On a purely practical level, it ought to be obvious that one act is simply far more dangerous than the other at the present point in time. At the time of Crackergate, the US was not in the process of trying to extricate itself from a foreign war involving Catholicist guerrillas and terrorists. There was no open war between a militant form of theocratic Catholicism and American universities. And if there had, one probably could have argued that PZ's actions would have been reckless. If there were a serious possibility that PZ's cracker abuse could have resulted in, say, a Catholic terrorist group bombing a university... well, I'm not saying we should self-censor out of fear, but this does factor in.

More importantly, though, is that PZ was specifically protesting something -- the death threats and over-the-top rhetoric surrounding Webster Cook's fateful curiosity about the Eucharist -- in a targeted and specific way. There was a clear message to Catholics: You can believe what you want, but what you cannot do is force the rest of us to take your symbols seriously.

The Florida pastor, on the other hand, does not really seem to have a point, other than "Islam is bad, mmm'kay?" If the protest had a specific goal -- protesting female genital mutilation, or the practice of taking child brides, for example -- then a protest along the lines of what the pastor is proposing might make sense and, though perhaps still ill-advised, would not necessarily be hate speech. (Though surely these cretins must be aware of the history they are invoking when they choose to use book-burning as their medium... Yeesh!)

And that's exactly why I get so frustrated when people leave out the important details of Crackergate. If PZ had just woken up one morning and said to himself, "You know, I really hate Catholics. I'm gonna stab myself a Eucharist!", then I think that might count as hate speech. Though even if that had been the case, the public reaction was still way over-the-top. And surprise, that's exactly the point PZ was making!

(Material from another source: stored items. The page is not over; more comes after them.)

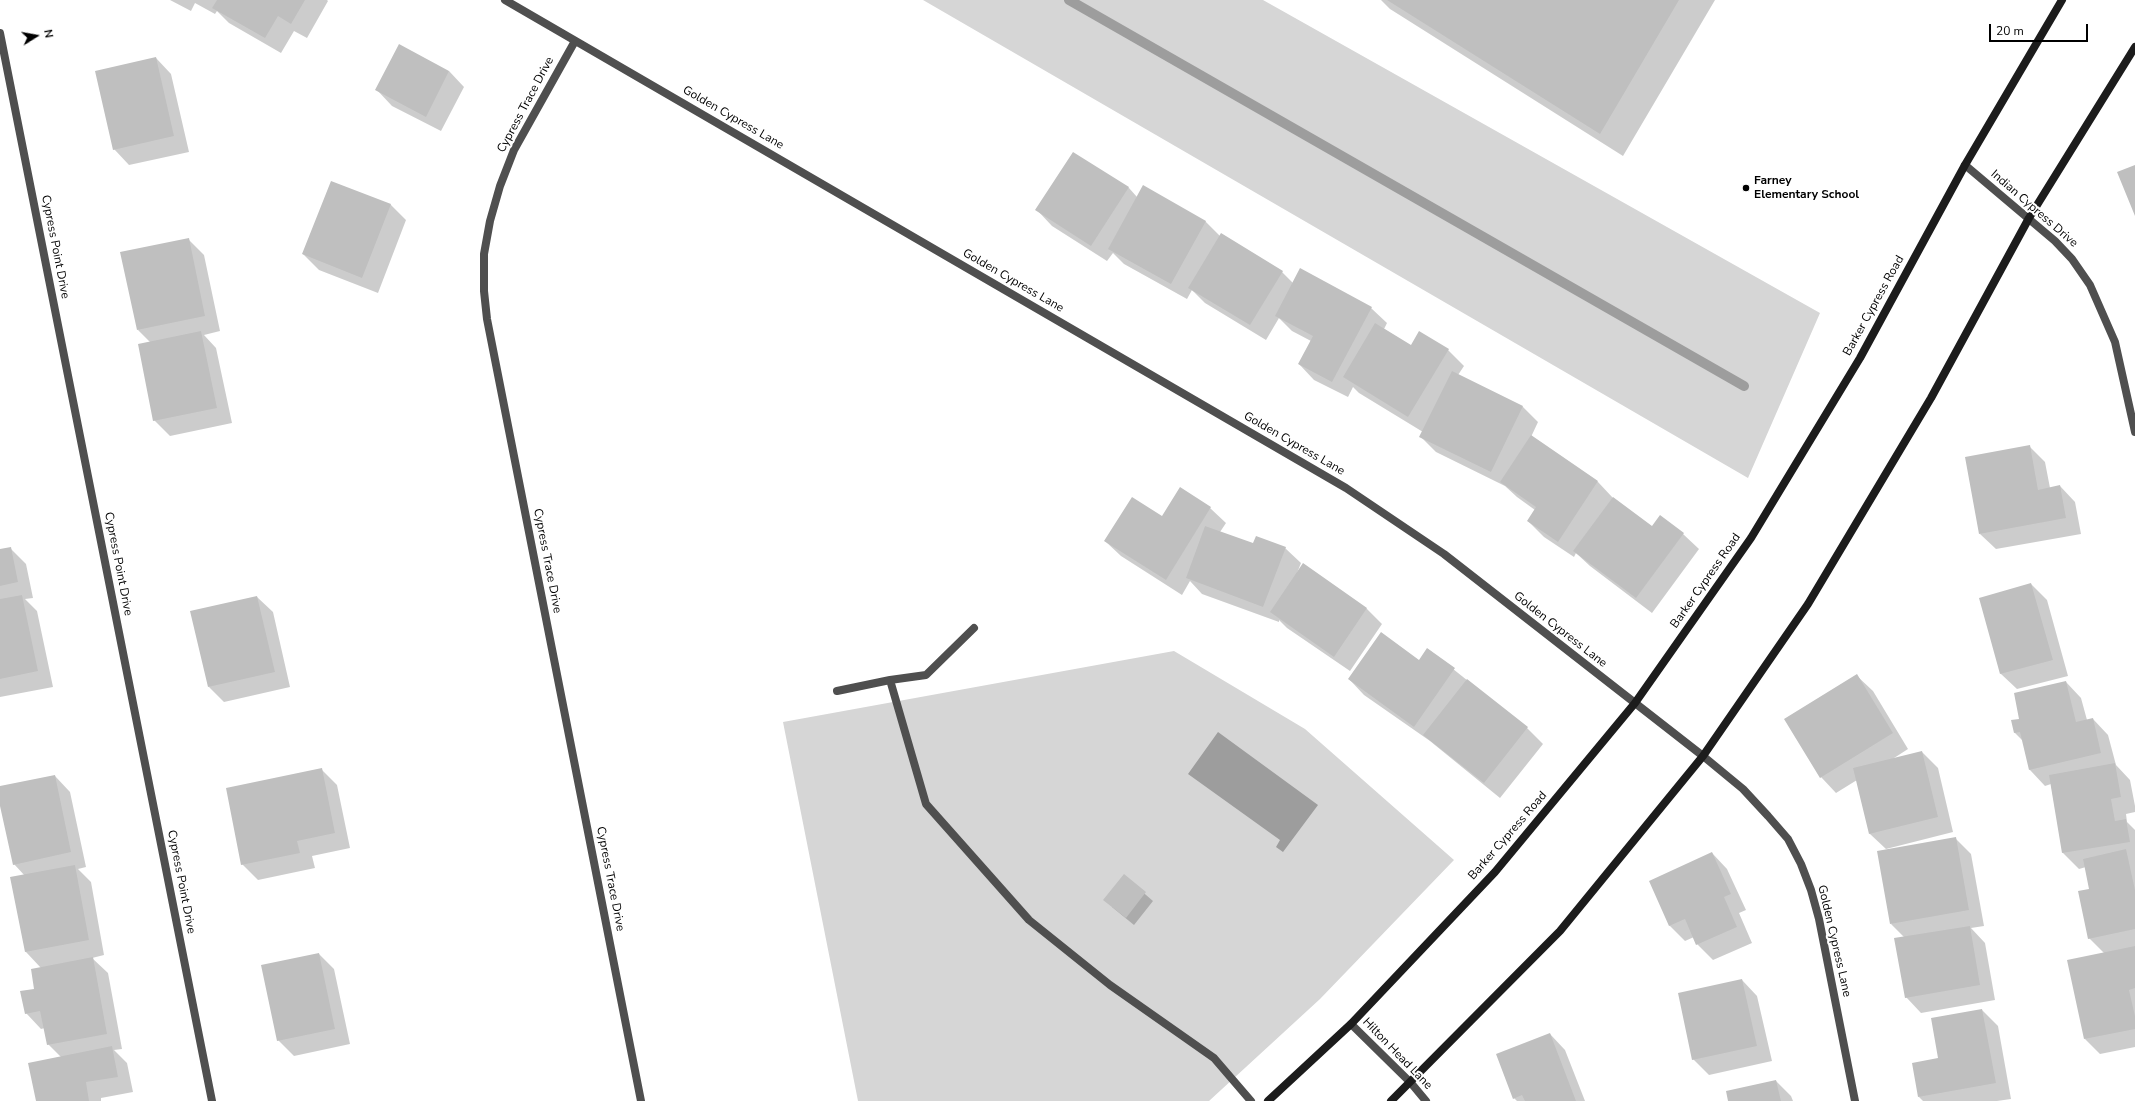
<!DOCTYPE html>
<style>
body{margin:0}
#map{position:relative;width:2135px;height:1101px;overflow:hidden;background:#fff;font-family:"Nunito Sans",sans-serif}
canvas{display:block}
.north{position:absolute;left:16px;top:16px;width:40px;height:40px;-webkit-text-stroke:3px #fff;paint-order:stroke;rotate:79deg;font-size:11px;font-weight:700;line-height:16px;text-align:center;color:#000}
.north::after{content:'';display:block;margin:auto;width:14px;height:18px;background:#000;clip-path:polygon(50% 0,100% 100%,50% 72%,0 100%)}
.scale{position:absolute;left:1989px;top:24px;width:99px;height:18px;box-sizing:border-box;border:2px solid #000;border-top:0;padding-left:5px;font-size:12px;line-height:14px;white-space:nowrap;color:#000;-webkit-text-stroke:3px #fff;paint-order:stroke}
</style>
<div id="map">
<canvas width="2135" height="1101"></canvas>
<div class="north">N</div>
<div class="scale">20 m</div>
</div>
<script>
const ctx = document.querySelector('canvas').getContext('2d');
ctx.lineJoin = 'round';
function fillPath(path, color) { ctx.fillStyle = color; ctx.fill(path, 'evenodd'); }
const toPath = rows => new Path2D(rows.map(r => 'M' + r).join(''));
function strokePath(path, color, width, dash) { ctx.strokeStyle = color; ctx.lineWidth = width; ctx.lineCap = dash ? 'butt' : 'round'; ctx.setLineDash(dash || []); ctx.stroke(path); }
function drawText(font, color, halo, rows, align = 'center') {
  ctx.font = font + ' "Nunito Sans",sans-serif'; ctx.lineWidth = 4; ctx.setLineDash([]); ctx.textBaseline = 'middle'; ctx.strokeStyle = halo; ctx.fillStyle = color; for (const [text, x, y, turn = 0] of rows) {
    ctx.save(); ctx.translate(x, y); ctx.rotate((+turn || 0) * Math.PI / 180); ctx.textAlign = isNaN(turn) ? turn : align; if (halo) ctx.strokeText(text, 0, 0); ctx.fillText(text, 0, 0); ctx.restore();
  }
}
fillPath(toPath([
 [923,0,1263,0,1820,313,1748,478],
 [1174,651,1305,729,1454,860,1320,999,1209,1101,858,1101,783,722]
]), '#d6d6d6');
fillPath(toPath([
 [1218,732,1318,805,1283,852,1276,847,1280,840,1188,774]
]), '#9d9d9d');
fillPath(toPath([
 [170,0,327,0,328,1,307,38,294,31,281,53,229,23,217,11,215,14,195,3,191,11],
 [1381,0,1715,0,1623,156,1390,9],
 [156,58,171,74,189,152,129,165,114,149],
 [449,71,464,87,441,131,392,106,377,90],
 [1073,153,1129,188,1137,197,1205,221,1220,236,1282,272,1293,283,1371,308,1387,323,1384,329,1411,346,1448,350,1464,366,1458,375,1523,407,1538,422,1531,437,1598,482,1613,498,1652,527,1683,534,1699,549,1652,613,1590,566,1576,553,1574,557,1544,537,1528,521,1535,510,1517,497,1505,486,1436,452,1421,437,1423,432,1359,393,1353,387,1348,397,1314,380,1299,364,1311,341,1292,331,1279,318,1266,340,1205,303,1192,290,1187,299,1124,264,1113,253,1107,261,1052,226,1037,210],
 [332,182,391,205,406,220,378,293,319,270,303,254],
 [188,239,204,255,220,331,204,335,216,348,232,423,170,436,154,420,150,342,138,330],
 [2029,446,2045,462,2050,488,2060,486,2075,502,2081,534,1996,549,1980,534],
 [1210,508,1226,523,1220,532,1254,545,1285,548,1301,563,1297,573,1304,565,1367,609,1382,624,1350,671,1287,628,1279,620,1279,622,1202,594,1190,581,1182,595,1121,556,1105,541,1162,517],
 [10,548,26,564,33,598,25,599,37,611,53,687,0,697,0,550],
 [2031,584,2047,600,2068,676,2017,689,2001,674,1980,599],
 [257,597,273,612,290,687,224,702,209,687],
 [1428,649,1527,728,1543,744,1500,798,1430,741,1364,695,1349,679,1420,661],
 [1857,676,1873,691,1908,749,1891,760,1922,752,1938,768,1953,832,1886,849,1870,834,1857,780,1836,793,1821,777],
 [2066,682,2081,698,2087,720,2093,719,2108,735,2116,765,2130,780,2135,806,2135,812,2126,814,2127,822,2135,830,2135,1047,2100,1054,2085,1039,2105,954,2089,938,2090,890,2086,867,2079,869,2063,853,2051,784,2045,786,2030,770,2023,741,2015,733,2012,721,2021,720],
 [321,769,337,785,350,848,312,856,315,868,258,880,242,864],
 [55,776,70,792,86,867,78,869,91,882,104,955,92,958,108,973,122,1049,114,1050,127,1063,133,1092,101,1098,101,1101,37,1101,61,1057,48,1044,45,1028,41,1029,26,1013,41,968,26,952,11,878,25,876,14,864,0,801,0,787],
 [1955,838,1971,854,1984,926,1971,928,1985,943,1995,1000,1921,1013,1906,997,1905,938,1891,924],
 [1712,853,1727,869,1746,910,1739,913,1752,943,1713,960,1697,944,1694,937,1685,941,1669,925],
 [1124,876,1153,901,1134,925,1112,907],
 [319,954,334,969,350,1044,294,1056,278,1040],
 [1742,980,1757,996,1772,1061,1709,1075,1693,1059],
 [1982,1010,1998,1026,2011,1099,1997,1101,1923,1101,1919,1097,1940,1059],
 [1550,1034,1565,1050,1585,1101,1517,1101,1514,1098],
 [1776,1081,1791,1096,1793,1101,1729,1101]
]), '#0003');
strokePath(toPath([
 [1069,0,1744,386]
]), '#9d9d9d', 10);
fillPath(toPath([
 [217,0,305,0,291,24,278,16,265,38,212,8],
 [1387,0,1679,0,1600,134],
 [399,44,449,71,426,117,375,90],
 [156,57,174,136,113,150,95,71],
 [1073,152,1129,187,1091,246,1035,210],
 [2135,165,2135,216,2117,172],
 [331,181,391,204,362,278,302,254],
 [1143,185,1206,221,1171,284,1108,249],
 [1221,233,1283,271,1250,325,1188,288],
 [189,238,205,316,137,330,120,252],
 [1300,268,1372,307,1332,382,1298,364,1313,336,1275,316],
 [1375,323,1411,345,1419,331,1449,349,1408,417,1343,377],
 [201,331,217,408,153,421,138,344],
 [1452,371,1523,406,1491,472,1419,437],
 [1531,435,1598,481,1558,542,1527,521,1536,507,1500,482],
 [2030,445,2038,490,2060,485,2066,518,1979,534,1965,457],
 [1180,487,1211,507,1166,580,1104,541,1132,497,1162,516],
 [1613,497,1652,526,1660,515,1684,533,1636,598,1573,551],
 [1205,526,1253,543,1256,536,1286,547,1263,607,1186,578],
 [11,547,18,582,0,586,0,549],
 [1303,563,1367,608,1334,657,1270,612],
 [2031,583,2053,660,2000,674,1979,598],
 [22,595,38,671,0,679,0,599],
 [257,596,275,672,208,687,190,611],
 [1381,632,1419,660,1427,648,1455,668,1414,727,1348,679],
 [1857,674,1893,733,1820,778,1784,719],
 [1467,679,1528,727,1484,783,1423,735],
 [2066,681,2076,722,2093,718,2101,753,2029,770,2020,732,2014,733,2011,720,2019,719,2014,693],
 [1922,751,1938,817,1869,834,1853,768],
 [2115,763,2121,797,2111,799,2115,821,2126,819,2130,842,2062,853,2049,775],
 [322,768,335,833,297,841,300,853,241,865,226,788],
 [55,775,71,852,13,865,0,806,0,786],
 [1956,837,1969,910,1890,924,1877,851],
 [2126,849,2135,890,2135,929,2088,939,2078,891,2089,889,2083,859],
 [1712,852,1731,894,1724,897,1737,927,1696,945,1685,919,1669,926,1649,881],
 [75,865,89,940,25,952,10,877],
 [1124,874,1146,892,1126,918,1103,900],
 [1970,926,1980,985,1905,998,1894,938],
 [2135,946,2135,988,2129,990,2135,1016,2135,1029,2084,1039,2067,960],
 [319,953,335,1029,277,1041,261,965],
 [93,957,107,1034,47,1045,40,1011,25,1014,20,991,34,989,31,969],
 [1742,979,1757,1046,1692,1060,1678,993],
 [1982,1009,1996,1083,1918,1097,1912,1063,1938,1058,1931,1018],
 [1550,1033,1576,1101,1525,1101,1522,1095,1513,1099,1496,1054],
 [112,1046,118,1077,86,1082,89,1101,36,1101,28,1063],
 [1776,1080,1781,1101,1728,1101,1726,1091]
]), '#bfbfbf');
strokePath(toPath([
 [890,680,926,804,1029,920,1110,985,1214,1058,1251,1101],
 [837,691,890,680,926,675,974,628]
]), '#4f4f4f', 8);
strokePath(toPath([
 [505,0,1346,488,1444,554,1703,756,1743,789,1768,816,1788,839,1801,864,1811,890,1819,919,1855,1101],
 [0,33,212,1101],
 [575,41,514,150,500,186,490,221,484,254,484,291,487,319,641,1101],
 [1965,165,2055,241,2072,259,2090,285,2115,342,2135,432],
 [1351,1024,1411,1083,1426,1101]
]), '#4f4f4f', 8);
strokePath(toPath([
 [1268,1101,1351,1024,1495,872,1635,703,1751,538,1860,358,1965,165,2062,0],
 [1391,1101,1560,931,1703,756,1808,604,1931,398,2029,218,2135,47]
]), '#1c1c1c', 8);
for (const [x, y, r, color] of [
 [1746,188,4,"#000"]
]) { const dot = new Path2D(); dot.arc(x, y, r, 0, 2 * Math.PI); ctx.fillStyle = color; ctx.fill(dot); strokePath(dot, '#fff', 1.5); }
drawText('12px', '#000', '#fff', [
 ["Cypress Trace Drive",526,105,-62],
 ["Golden Cypress Lane",733,118,30],
 ["Indian Cypress Drive",2034,209,41],
 ["Cypress Point Drive",55,247,79],
 ["Golden Cypress Lane",1013,281,30],
 ["Barker Cypress Road",1874,306,-61],
 ["Golden Cypress Lane",1294,444,30],
 ["Cypress Trace Drive",547,561,79],
 ["Cypress Point Drive",118,564,79],
 ["Barker Cypress Road",1706,581,-55],
 ["Golden Cypress Lane",1560,630,38],
 ["Barker Cypress Road",1508,836,-49],
 ["Cypress Trace Drive",610,879,79],
 ["Cypress Point Drive",181,882,79],
 ["Golden Cypress Lane",1834,941,77],
 ["Hilton Head Lane",1397,1054,46]
]);
drawText('bold 12px', '#000', '#fff', [
 ["Farney",1754,181],
 ["Elementary School",1754,195]
], 'left');
</script>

In fact, if this pastor's point was that people get way too upset about Quran abuse, then although I would still find the planned protest to be ill-advised, I would not necessarily find it hateful. Indeed, it's very silly how apoplectic people get about their religious symbols, and the Islamic reverence for the Quran is no exception. I am wracking my brain to try to think of any symbol that I hold so dear that if someone were to desecrate it I would do much more than call them an asshole. The closest I can think of is if somebody befouled a picture of my family, but that's different because a personal threat is implied.

I think the very closest I can come is an example like Fred Phelps and the Westboro Baptist Church. But even then, it's the captive-ish audience that is the problem. (Not technically a captive audience I suppose, but are you going to leave your own son's or daughter's funeral? Please.) If Phelps and his spawn simply planned their disgusting protests on the same day as military funerals, but across town, it wouldn't warrant much more than a shrug at the existence of yet another sick malicious fundie.

There's just no way that somebody could desecrate a symbol, that did not relate to me personally, in a venue where I was not forced to watch it, and really manage to bother me all that much.

But let's remember: That's not the point this Florida pastor is trying to make. He is simply making a blanket criticism of Islam, which due to the protest's violent overtones and undirected nature, translates to a blanket indictment of Muslims themselves. And that's when it crosses the line from legitimate critique into hate speech: When you stop criticizing the philosophy and start dehumanizing or threatening the people.

1 comment:

  1. "The Florida pastor, on the other hand, does not really seem to have a point, other than "Islam is bad, mmm'kay?" If the protest had a specific goal -- protesting female genital mutilation, or the practice of taking child brides, for example -- then a protest along the lines of what the pastor is proposing might make sense and, though perhaps still ill-advised, would not necessarily be hate speech."

    THANK YOU! For some reason I am the only one among my group that has realized this; everyone else has been happy to talk about how mean it is to destroy something that someone else holds sacred. If the destruction/outrage clearly serves a larger, noble purpose, and you can show people that purpose, it's not hate speech. This pastor is simply hate-mongering by destroying a book he hasn't read to "protest" a religion he doesn't understand.